#### Aim of the task:
Print out the data below with every line intact.

#### Records shown:
[Start of Attachment]

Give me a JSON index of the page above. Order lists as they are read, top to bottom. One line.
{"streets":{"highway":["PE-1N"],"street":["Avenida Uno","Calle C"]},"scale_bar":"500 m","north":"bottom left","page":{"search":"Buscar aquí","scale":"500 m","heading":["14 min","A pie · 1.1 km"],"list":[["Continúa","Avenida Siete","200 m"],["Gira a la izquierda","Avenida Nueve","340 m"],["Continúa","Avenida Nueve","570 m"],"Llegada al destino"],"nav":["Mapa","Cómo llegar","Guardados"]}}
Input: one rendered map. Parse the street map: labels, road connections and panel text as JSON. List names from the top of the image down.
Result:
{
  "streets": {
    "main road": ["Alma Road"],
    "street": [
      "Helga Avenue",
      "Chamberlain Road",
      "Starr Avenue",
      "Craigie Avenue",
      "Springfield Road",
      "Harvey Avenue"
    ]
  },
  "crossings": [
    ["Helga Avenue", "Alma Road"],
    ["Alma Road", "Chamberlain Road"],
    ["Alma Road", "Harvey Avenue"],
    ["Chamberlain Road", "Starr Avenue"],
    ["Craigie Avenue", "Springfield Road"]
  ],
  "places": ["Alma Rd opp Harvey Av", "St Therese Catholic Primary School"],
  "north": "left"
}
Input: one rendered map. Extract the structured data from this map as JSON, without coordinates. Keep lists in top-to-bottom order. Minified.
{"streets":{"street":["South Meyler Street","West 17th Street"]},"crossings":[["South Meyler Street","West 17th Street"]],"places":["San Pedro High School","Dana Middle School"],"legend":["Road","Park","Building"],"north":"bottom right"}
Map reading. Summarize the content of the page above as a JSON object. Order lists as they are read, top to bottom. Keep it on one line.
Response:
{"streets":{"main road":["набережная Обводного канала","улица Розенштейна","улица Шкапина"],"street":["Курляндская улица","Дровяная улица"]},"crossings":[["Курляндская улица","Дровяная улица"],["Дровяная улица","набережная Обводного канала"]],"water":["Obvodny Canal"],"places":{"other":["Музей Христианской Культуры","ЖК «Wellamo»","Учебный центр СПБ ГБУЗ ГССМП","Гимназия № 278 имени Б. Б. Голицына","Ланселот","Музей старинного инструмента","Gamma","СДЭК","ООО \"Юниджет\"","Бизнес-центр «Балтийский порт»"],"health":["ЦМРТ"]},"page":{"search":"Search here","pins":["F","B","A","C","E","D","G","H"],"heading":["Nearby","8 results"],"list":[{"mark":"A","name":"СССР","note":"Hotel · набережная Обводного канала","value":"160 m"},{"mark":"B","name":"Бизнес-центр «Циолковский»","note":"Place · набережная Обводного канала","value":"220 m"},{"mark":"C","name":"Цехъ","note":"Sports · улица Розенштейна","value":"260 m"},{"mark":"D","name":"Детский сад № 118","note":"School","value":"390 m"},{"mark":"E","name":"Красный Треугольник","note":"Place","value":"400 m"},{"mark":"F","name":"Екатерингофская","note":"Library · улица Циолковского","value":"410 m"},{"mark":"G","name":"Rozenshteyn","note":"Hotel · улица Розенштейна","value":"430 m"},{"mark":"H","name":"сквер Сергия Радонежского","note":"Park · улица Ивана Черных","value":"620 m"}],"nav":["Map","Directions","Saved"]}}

[End of Attachment]

#### Exercise answer:
Give me a JSON index of the page above. Order lists as they are read, top to bottom. One line.
{"streets":{"highway":["PE-1N"],"street":["Avenida Uno","Calle C"]},"scale_bar":"500 m","north":"bottom left","page":{"search":"Buscar aquí","scale":"500 m","heading":["14 min","A pie · 1.1 km"],"list":[["Continúa","Avenida Siete","200 m"],["Gira a la izquierda","Avenida Nueve","340 m"],["Continúa","Avenida Nueve","570 m"],"Llegada al destino"],"nav":["Mapa","Cómo llegar","Guardados"]}}
Input: one rendered map. Parse the street map: labels, road connections and panel text as JSON. List names from the top of the image down.
Result:
{
  "streets": {
    "main road": ["Alma Road"],
    "street": [
      "Helga Avenue",
      "Chamberlain Road",
      "Starr Avenue",
      "Craigie Avenue",
      "Springfield Road",
      "Harvey Avenue"
    ]
  },
  "crossings": [
    ["Helga Avenue", "Alma Road"],
    ["Alma Road", "Chamberlain Road"],
    ["Alma Road", "Harvey Avenue"],
    ["Chamberlain Road", "Starr Avenue"],
    ["Craigie Avenue", "Springfield Road"]
  ],
  "places": ["Alma Rd opp Harvey Av", "St Therese Catholic Primary School"],
  "north": "left"
}
Input: one rendered map. Extract the structured data from this map as JSON, without coordinates. Keep lists in top-to-bottom order. Minified.
{"streets":{"street":["South Meyler Street","West 17th Street"]},"crossings":[["South Meyler Street","West 17th Street"]],"places":["San Pedro High School","Dana Middle School"],"legend":["Road","Park","Building"],"north":"bottom right"}
Map reading. Summarize the content of the page above as a JSON object. Order lists as they are read, top to bottom. Keep it on one line.
Response:
{"streets":{"main road":["набережная Обводного канала","улица Розенштейна","улица Шкапина"],"street":["Курляндская улица","Дровяная улица"]},"crossings":[["Курляндская улица","Дровяная улица"],["Дровяная улица","набережная Обводного канала"]],"water":["Obvodny Canal"],"places":{"other":["Музей Христианской Культуры","ЖК «Wellamo»","Учебный центр СПБ ГБУЗ ГССМП","Гимназия № 278 имени Б. Б. Голицына","Ланселот","Музей старинного инструмента","Gamma","СДЭК","ООО \"Юниджет\"","Бизнес-центр «Балтийский порт»"],"health":["ЦМРТ"]},"page":{"search":"Search here","pins":["F","B","A","C","E","D","G","H"],"heading":["Nearby","8 results"],"list":[{"mark":"A","name":"СССР","note":"Hotel · набережная Обводного канала","value":"160 m"},{"mark":"B","name":"Бизнес-центр «Циолковский»","note":"Place · набережная Обводного канала","value":"220 m"},{"mark":"C","name":"Цехъ","note":"Sports · улица Розенштейна","value":"260 m"},{"mark":"D","name":"Детский сад № 118","note":"School","value":"390 m"},{"mark":"E","name":"Красный Треугольник","note":"Place","value":"400 m"},{"mark":"F","name":"Екатерингофская","note":"Library · улица Циолковского","value":"410 m"},{"mark":"G","name":"Rozenshteyn","note":"Hotel · улица Розенштейна","value":"430 m"},{"mark":"H","name":"сквер Сергия Радонежского","note":"Park · улица Ивана Черных","value":"620 m"}],"nav":["Map","Directions","Saved"]}}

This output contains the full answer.